Design controls for software require different approaches. You need cybersecurity assessment, user interface testing across different environments, and performance validation under various system loads.
Connected devices create both opportunities and headaches. You can collect amazing real-world usage data, but you also inherit privacy regulations and security requirements that standalone devices don't face.
Software integration needs to happen during design, not as an afterthought.
11. Given global disparities in healthcare access, how can device innovators adapt their frameworks to build solutions for low-resource or emerging markets?
I'll be honest - most of my experience is with US market development, so I can't speak authoritatively about the nuances of emerging market strategies. But the systematic approaches in "Hardware Bible: Build a Medical Device from Scratch" can be adapted, though priorities shift significantly.
Clinical need identification becomes more fundamental. You're looking for problems that cause serious morbidity where no alternatives exist, rather than incremental improvements to existing solutions.
Design constraints are completely different. Unreliable electricity, extreme temperatures, limited maintenance capabilities - these become primary design drivers rather than edge cases.
But I'd recommend partnering with people who have deep experience in your target markets.
12. Risk management is a recurring theme in medtech. From your engineering and entrepreneurial lens, how should startups structure risk analysis to satisfy both regulators and investors?
Think of risk management as translation between two languages. Regulators want to see systematic patient safety thinking. ISO 14971 provides the framework - systematic hazard identification, risk assessment, and mitigation strategies.
Investors want to understand business risks that could derail their investment. Market adoption challenges, competitive threats, regulatory approval uncertainties, technical feasibility questions.
The smart approach integrates these perspectives rather than treating them separately. Technical risks often affect both patient safety and commercial viability.
Be transparent about identified risks and mitigation strategies with both audiences. Update your risk assessments regularly as development progresses.
13. For engineers transitioning into founders, the leap from technical problem-solving to leadership is immense. How does your book prepare them for this mindset shift?
Engineering thinking actually transfers well to business problems - you just need to recognize that the variables and success metrics are different. Instead of optimizing algorithms, you're optimizing market adoption. Instead of debugging code, you're debugging commercialization barriers.
The biggest mindset shift is recognizing that technical excellence is necessary but not sufficient. Regulatory strategy, clinical evidence, manufacturing development, and commercialization often determine success more than technical superiority.

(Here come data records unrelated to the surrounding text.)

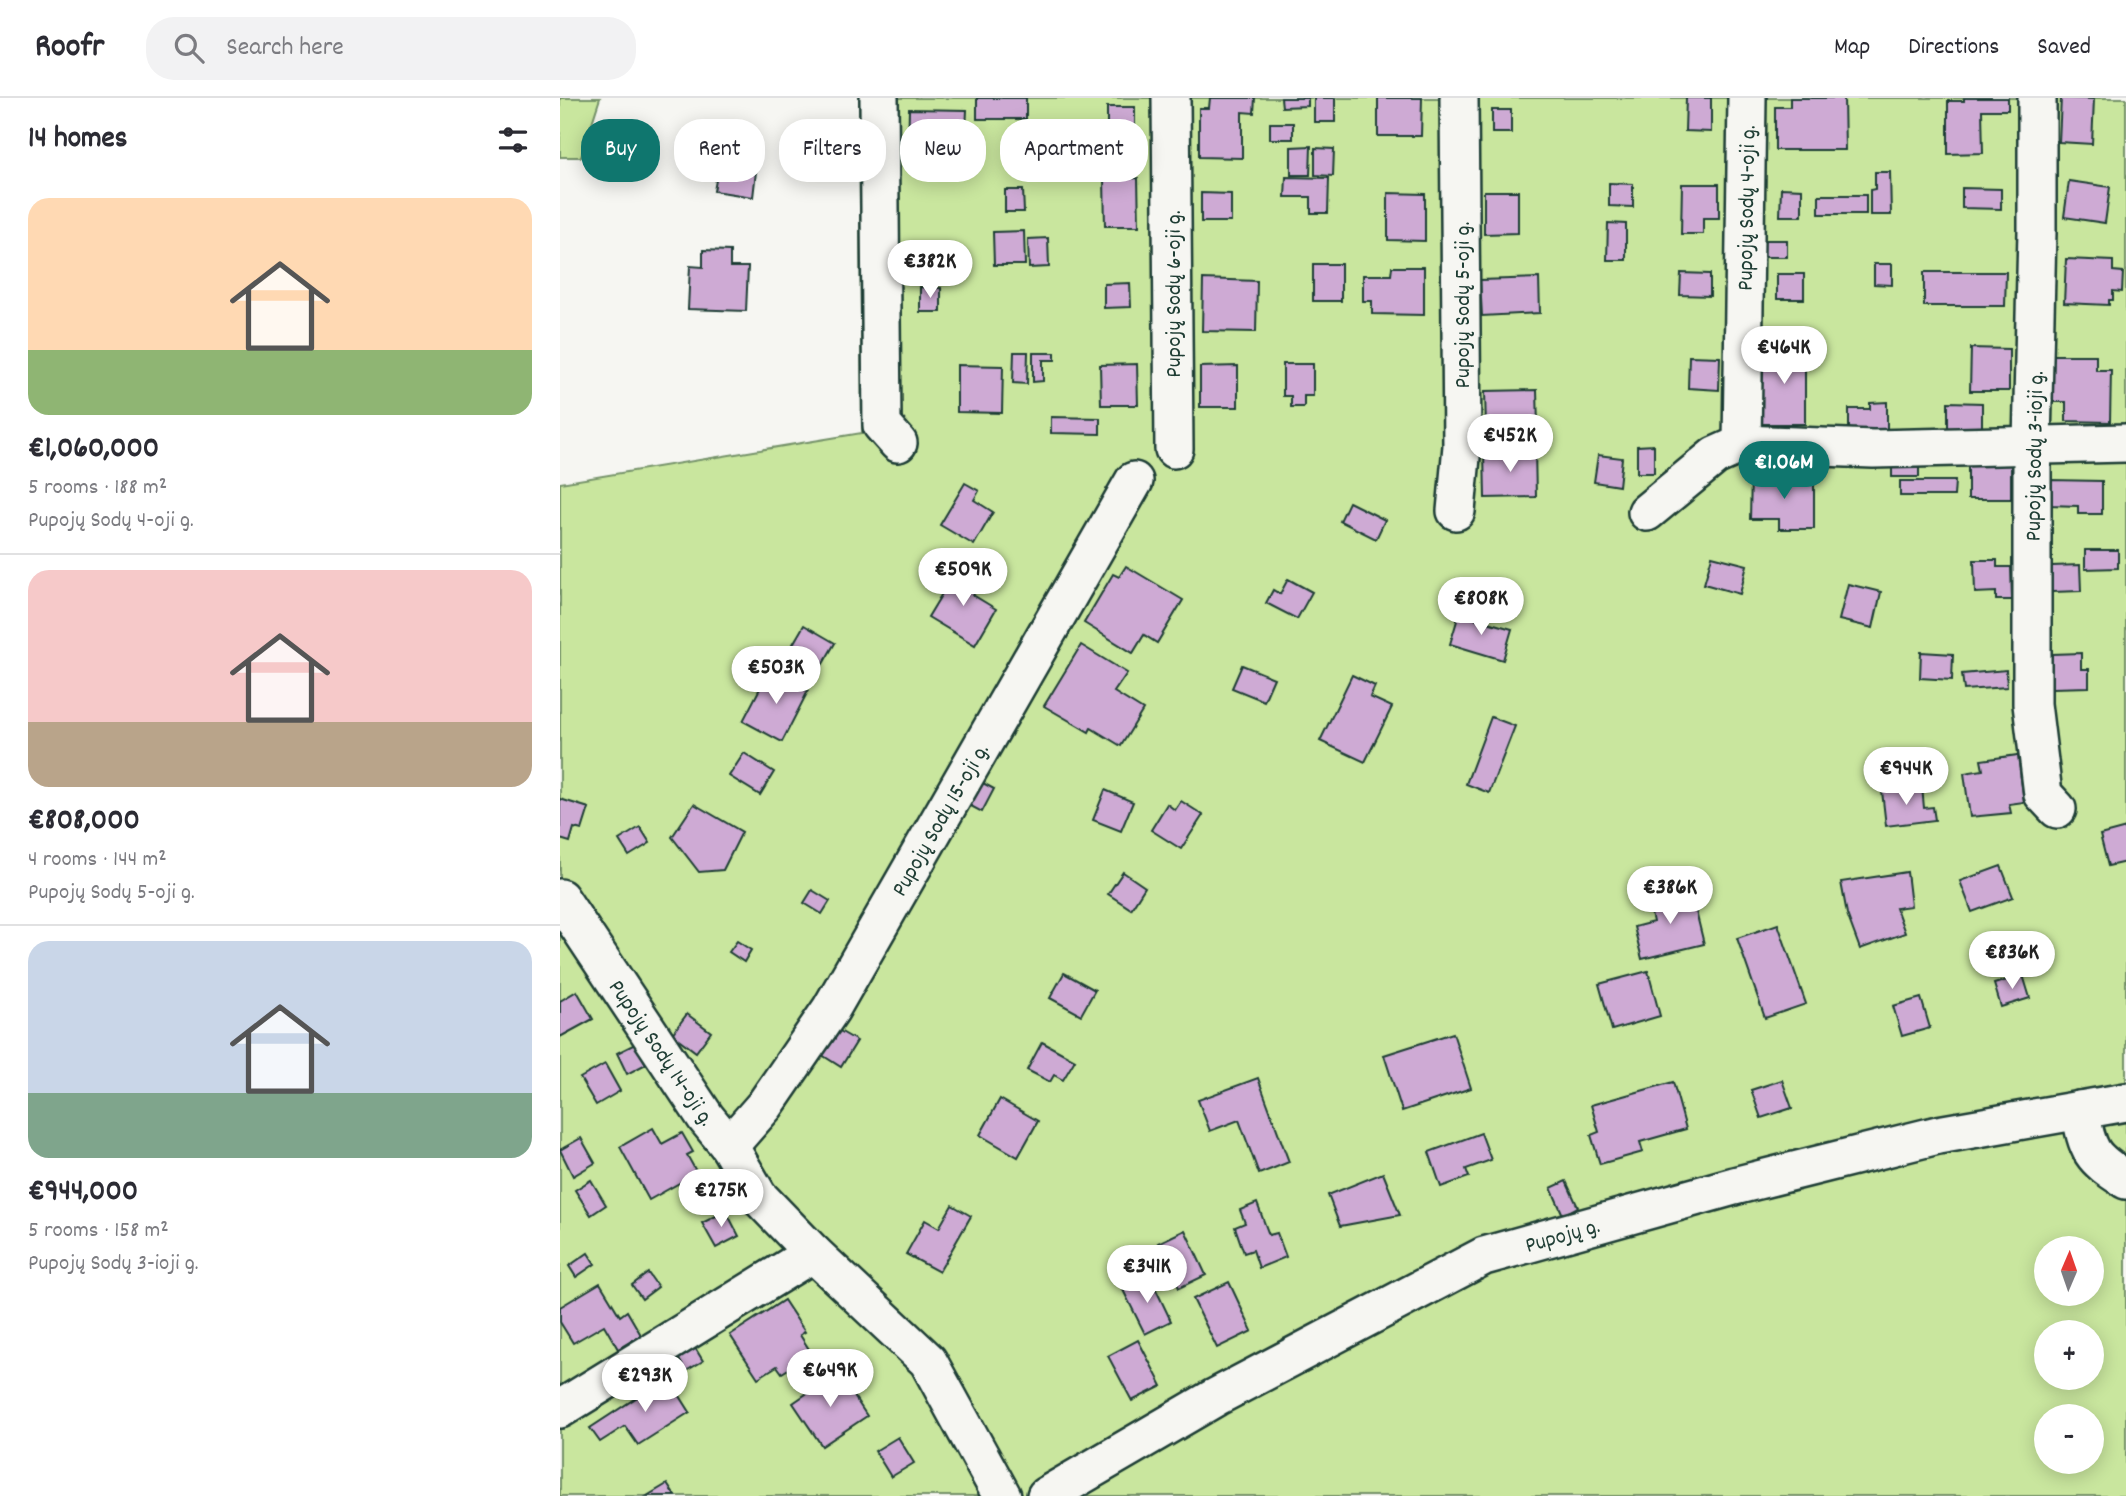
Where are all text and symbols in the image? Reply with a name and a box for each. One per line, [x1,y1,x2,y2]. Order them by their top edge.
search box [146,17,636,80]
text: Roofr [35,25,104,72]
icon: search [170,29,208,67]
text: Search here [226,30,344,67]
text: Map [1834,31,1870,65]
text: Directions [1908,31,1999,65]
text: Saved [2037,31,2091,65]
text: 14 homes [28,119,127,162]
chip: Buy [581,119,660,182]
chip: Rent [674,119,765,182]
chip: Filters [779,119,886,182]
chip: New [900,119,986,182]
chip: Apartment [1000,119,1148,182]
icon: filters [494,121,532,159]
street label: Pupojų Sodų 4-oji g. [1731,125,1766,291]
street label: Pupojų Sodų 6-oji g. [1159,210,1192,378]
street label: Pupojų Sodų 5-oji g. [1448,222,1481,388]
pin: €382K [881,240,979,300]
icon: home [217,243,343,369]
text: €382K [904,246,956,279]
pin: €464K [1735,327,1833,386]
text: €464K [1757,332,1811,365]
street label: Pupojų Sodų 3-ioji g. [2019,370,2054,542]
pin: €452K [1461,414,1559,474]
text: €452K [1483,420,1537,453]
text: €1,060,000 [28,429,159,472]
pin: €1.06M [1727,442,1841,501]
text: €1.06M [1755,447,1813,480]
text: 5 rooms · 188 m² [28,472,167,505]
text: Pupojų Sodų 4-oji g. [28,505,194,538]
pin: €509K [914,548,1012,608]
text: €509K [934,554,992,587]
pin: €808K [1432,578,1530,637]
text: €808K [1454,583,1508,616]
icon: home [217,615,343,741]
pin: €503K [727,646,825,706]
text: €503K [748,652,804,685]
street label: Pupojų Sodų 15-oji g. [885,738,999,903]
pin: €944K [1857,748,1955,807]
text: €944K [1879,753,1933,786]
text: €808,000 [28,801,140,844]
text: 4 rooms · 144 m² [28,844,167,877]
pin: €386K [1621,866,1719,926]
text: €386K [1643,872,1697,905]
text: Pupojų Sodų 5-oji g. [28,877,195,910]
pin: €836K [1963,932,2061,991]
text: €836K [1985,937,2039,970]
street label: Pupojų Sodų 14-oji g. [599,974,722,1134]
icon: home [217,986,343,1112]
pin: €275K [672,1170,770,1229]
text: €944,000 [28,1172,138,1215]
text: €275K [695,1175,747,1208]
street label: Pupojų g. [1522,1211,1604,1264]
text: 5 rooms · 158 m² [28,1215,169,1248]
north arrow [2034,1236,2104,1306]
map controls [2034,1236,2104,1474]
pin: €341K [1098,1246,1196,1305]
text: Pupojų Sodų 3-ioji g. [28,1248,199,1281]
text: €341K [1123,1251,1171,1284]
button: + [2034,1320,2104,1390]
pin: €649K [781,1350,879,1409]
pin: €293K [596,1354,694,1414]
text: €649K [803,1355,857,1388]
text: €293K [618,1360,672,1393]
button: − [2034,1404,2104,1474]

The hardest part is learning when to bring in specialized expertise rather than trying to master everything personally. "Hardware Bible: Build a Medical Device from Scratch" provides guidance on engaging regulatory consultants, manufacturing partners, and clinical advisors effectively.

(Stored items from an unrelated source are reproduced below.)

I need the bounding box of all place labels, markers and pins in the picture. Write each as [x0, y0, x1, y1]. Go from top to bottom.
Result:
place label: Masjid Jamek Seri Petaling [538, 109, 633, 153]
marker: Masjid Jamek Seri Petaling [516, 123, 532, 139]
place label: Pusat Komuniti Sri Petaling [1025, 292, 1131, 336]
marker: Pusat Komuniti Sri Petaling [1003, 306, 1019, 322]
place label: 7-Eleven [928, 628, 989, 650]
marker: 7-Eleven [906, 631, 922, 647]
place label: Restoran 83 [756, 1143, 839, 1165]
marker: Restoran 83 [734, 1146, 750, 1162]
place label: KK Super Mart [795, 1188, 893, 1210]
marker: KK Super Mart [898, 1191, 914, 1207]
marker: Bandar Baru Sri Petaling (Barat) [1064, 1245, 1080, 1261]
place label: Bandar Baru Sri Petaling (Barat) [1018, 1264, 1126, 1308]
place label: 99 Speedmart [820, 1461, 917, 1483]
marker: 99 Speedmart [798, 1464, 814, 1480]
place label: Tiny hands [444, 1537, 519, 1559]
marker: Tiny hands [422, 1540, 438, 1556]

14. Finally, looking ahead, what future trends - regulatory, technological, or market-driven - do you believe will redefine how medical devices are built and scaled over the next decade?
The technology convergence happening now is remarkable. Advanced sensors, miniaturization, connectivity, AI - all reaching maturity simultaneously. This lets smaller teams create sophisticated devices, but it also means your technology advantages don't last as long.
AI integration will probably focus on augmenting healthcare professionals rather than replacing them. Connected devices are becoming table stakes rather than differentiators.
The biggest shift is toward value-based development - aligning device capabilities with demonstrable health and economic outcomes rather than just technical specifications.
Future success will probably depend more on systematic business development and market understanding than pure technical innovation, though strong engineering remains the essential foundation.